* **WHAT TO WORK ON**
Return the records that follow unaltered. Omit every picture.

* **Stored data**
'''

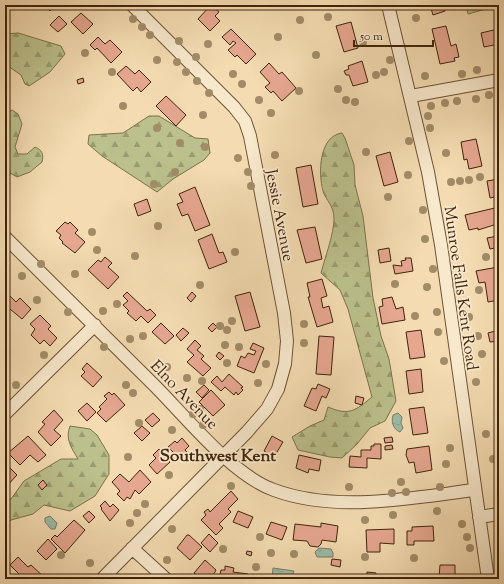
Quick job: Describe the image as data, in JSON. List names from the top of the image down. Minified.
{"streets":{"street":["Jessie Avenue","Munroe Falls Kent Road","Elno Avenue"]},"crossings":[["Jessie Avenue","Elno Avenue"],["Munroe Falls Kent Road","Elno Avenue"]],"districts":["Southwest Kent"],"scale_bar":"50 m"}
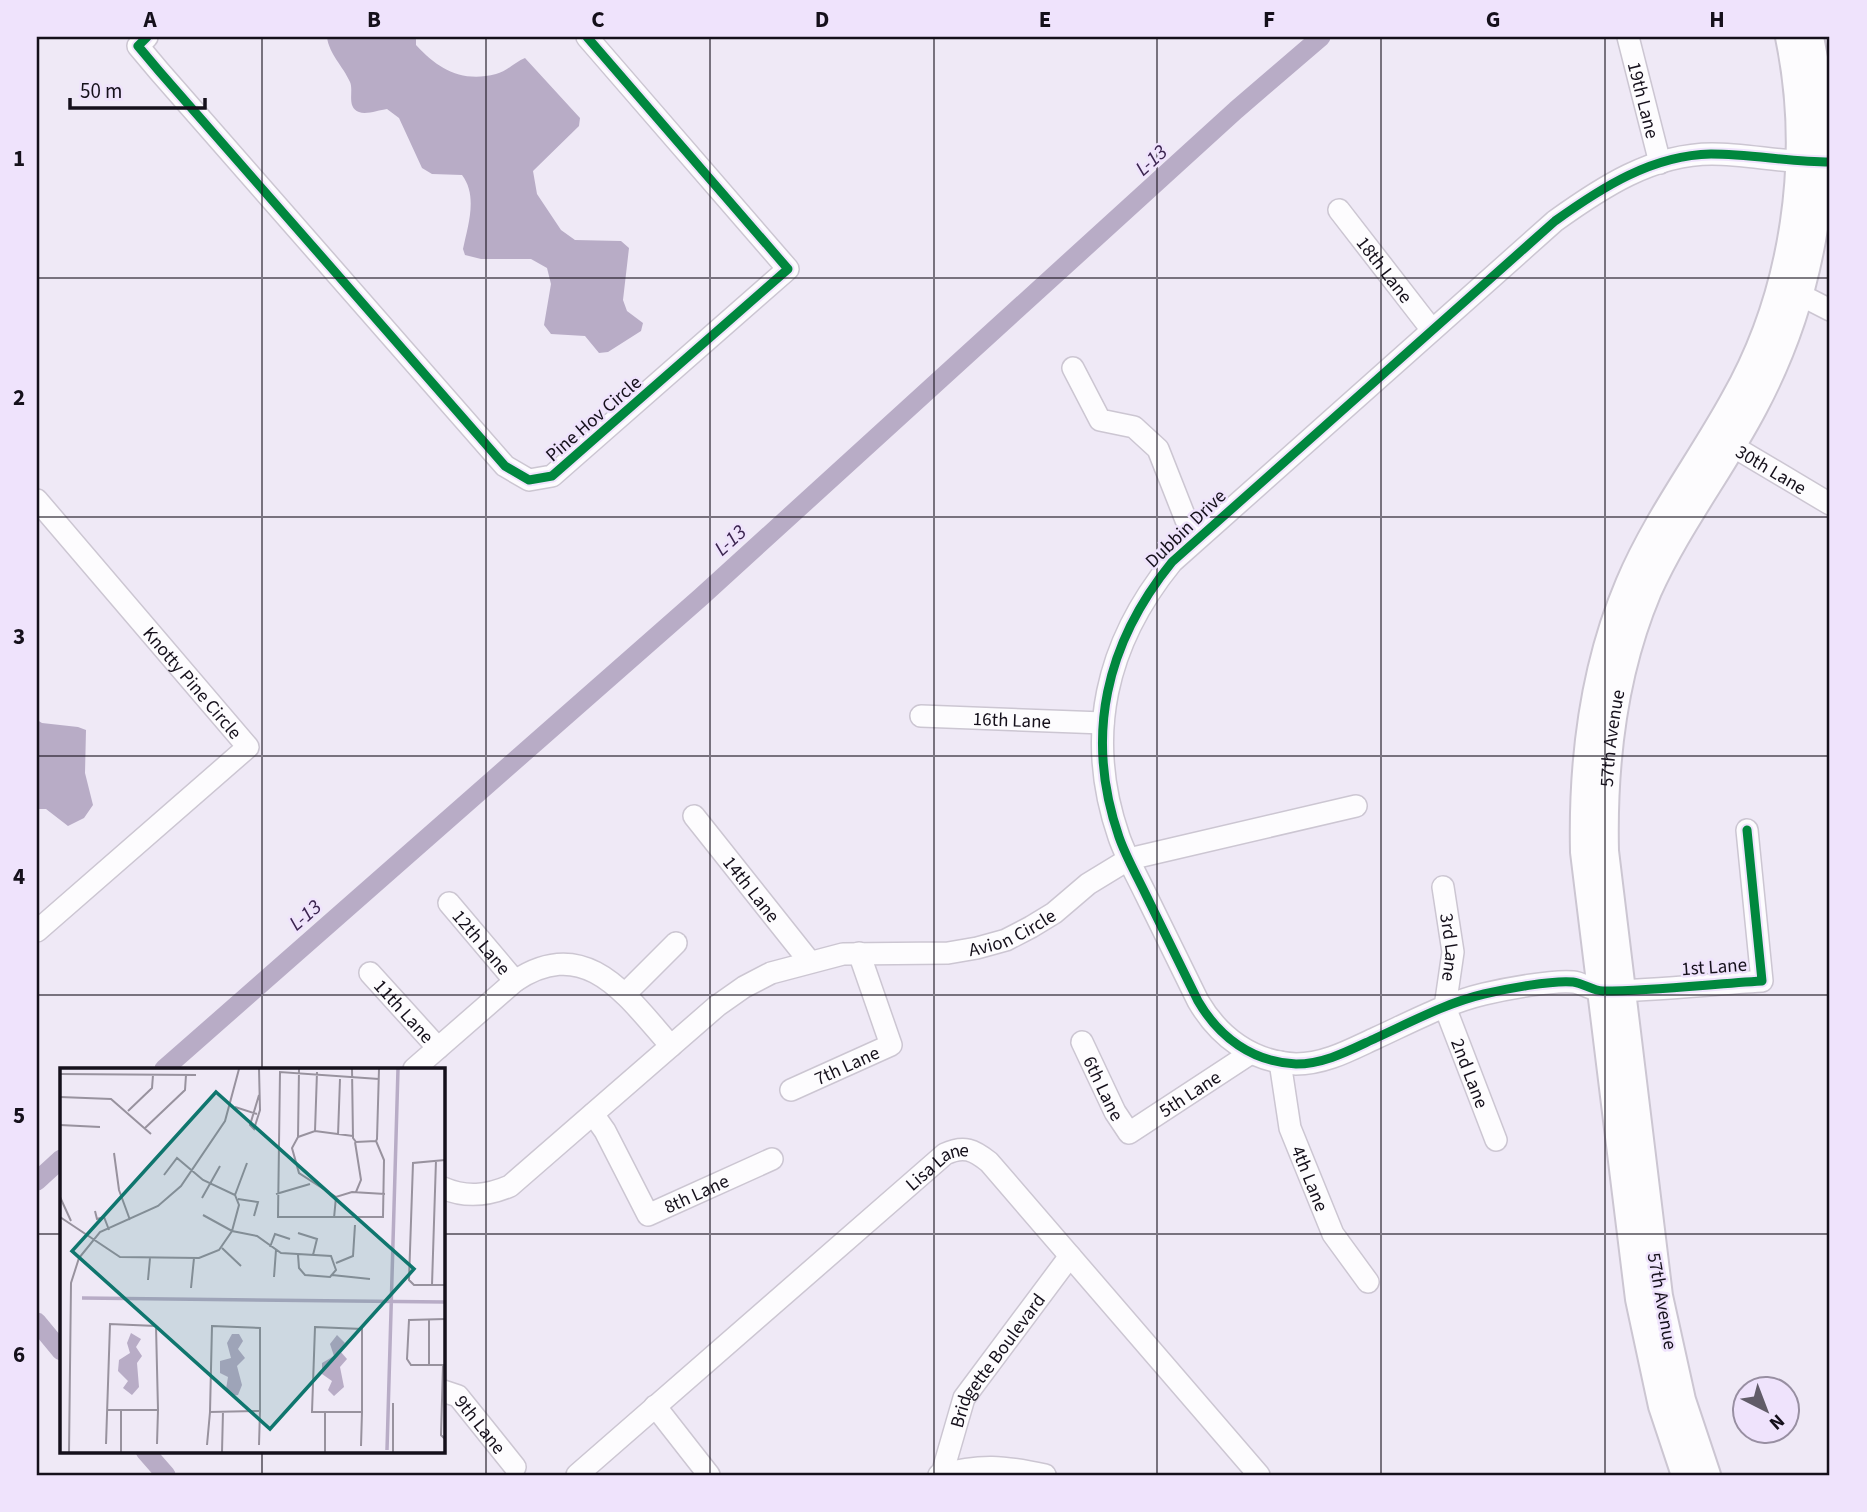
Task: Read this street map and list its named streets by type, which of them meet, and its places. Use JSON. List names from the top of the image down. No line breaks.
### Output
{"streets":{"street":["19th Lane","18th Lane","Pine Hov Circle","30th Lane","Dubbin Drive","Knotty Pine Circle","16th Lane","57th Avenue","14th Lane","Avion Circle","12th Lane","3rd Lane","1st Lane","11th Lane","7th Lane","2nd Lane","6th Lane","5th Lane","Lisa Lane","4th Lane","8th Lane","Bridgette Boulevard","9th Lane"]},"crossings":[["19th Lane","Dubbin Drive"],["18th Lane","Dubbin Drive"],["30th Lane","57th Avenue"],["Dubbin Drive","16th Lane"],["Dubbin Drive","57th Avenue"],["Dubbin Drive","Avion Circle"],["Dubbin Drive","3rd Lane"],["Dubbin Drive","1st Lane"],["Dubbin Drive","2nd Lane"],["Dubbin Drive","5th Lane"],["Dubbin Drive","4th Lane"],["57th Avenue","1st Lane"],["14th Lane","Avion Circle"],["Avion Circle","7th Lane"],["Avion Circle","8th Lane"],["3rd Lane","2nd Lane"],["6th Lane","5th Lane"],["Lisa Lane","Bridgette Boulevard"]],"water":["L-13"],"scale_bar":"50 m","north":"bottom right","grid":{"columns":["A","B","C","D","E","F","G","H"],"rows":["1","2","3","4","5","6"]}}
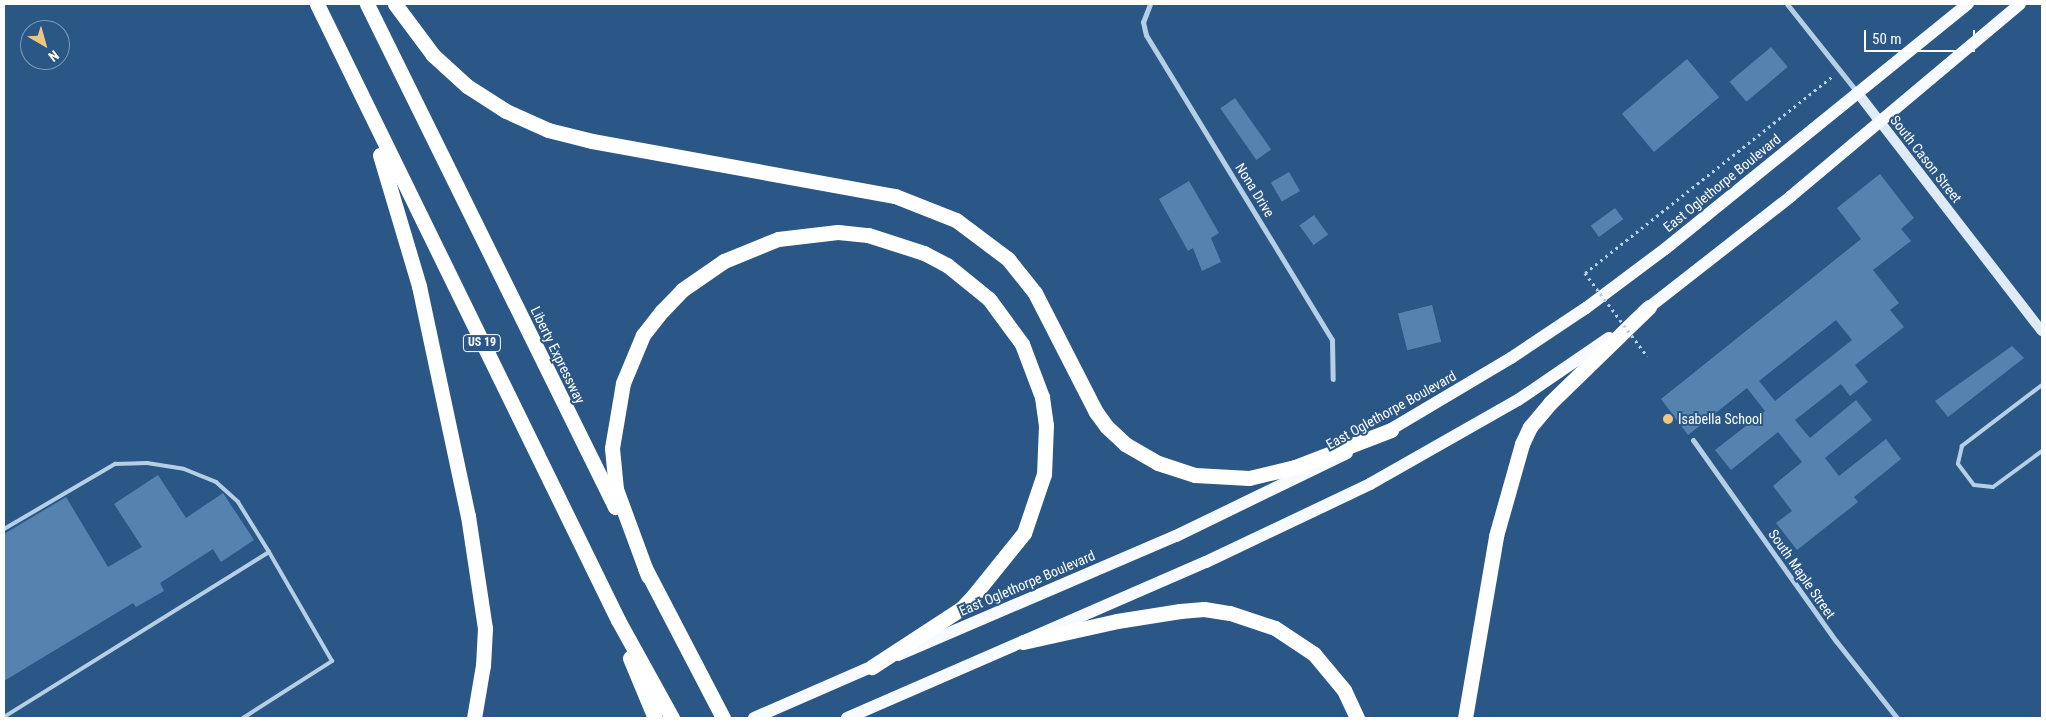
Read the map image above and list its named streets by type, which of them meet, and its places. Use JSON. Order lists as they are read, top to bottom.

'''

* **ANSWER SPACE**
Quick job: Describe the image as data, in JSON. List names from the top of the image down. Minified.
{"streets":{"street":["Jessie Avenue","Munroe Falls Kent Road","Elno Avenue"]},"crossings":[["Jessie Avenue","Elno Avenue"],["Munroe Falls Kent Road","Elno Avenue"]],"districts":["Southwest Kent"],"scale_bar":"50 m"}
Task: Read this street map and list its named streets by type, which of them meet, and its places. Use JSON. List names from the top of the image down. No line breaks.
### Output
{"streets":{"street":["19th Lane","18th Lane","Pine Hov Circle","30th Lane","Dubbin Drive","Knotty Pine Circle","16th Lane","57th Avenue","14th Lane","Avion Circle","12th Lane","3rd Lane","1st Lane","11th Lane","7th Lane","2nd Lane","6th Lane","5th Lane","Lisa Lane","4th Lane","8th Lane","Bridgette Boulevard","9th Lane"]},"crossings":[["19th Lane","Dubbin Drive"],["18th Lane","Dubbin Drive"],["30th Lane","57th Avenue"],["Dubbin Drive","16th Lane"],["Dubbin Drive","57th Avenue"],["Dubbin Drive","Avion Circle"],["Dubbin Drive","3rd Lane"],["Dubbin Drive","1st Lane"],["Dubbin Drive","2nd Lane"],["Dubbin Drive","5th Lane"],["Dubbin Drive","4th Lane"],["57th Avenue","1st Lane"],["14th Lane","Avion Circle"],["Avion Circle","7th Lane"],["Avion Circle","8th Lane"],["3rd Lane","2nd Lane"],["6th Lane","5th Lane"],["Lisa Lane","Bridgette Boulevard"]],"water":["L-13"],"scale_bar":"50 m","north":"bottom right","grid":{"columns":["A","B","C","D","E","F","G","H"],"rows":["1","2","3","4","5","6"]}}
Read the map image above and list its named streets by type, which of them meet, and its places. Use JSON. Order lists as they are read, top to bottom.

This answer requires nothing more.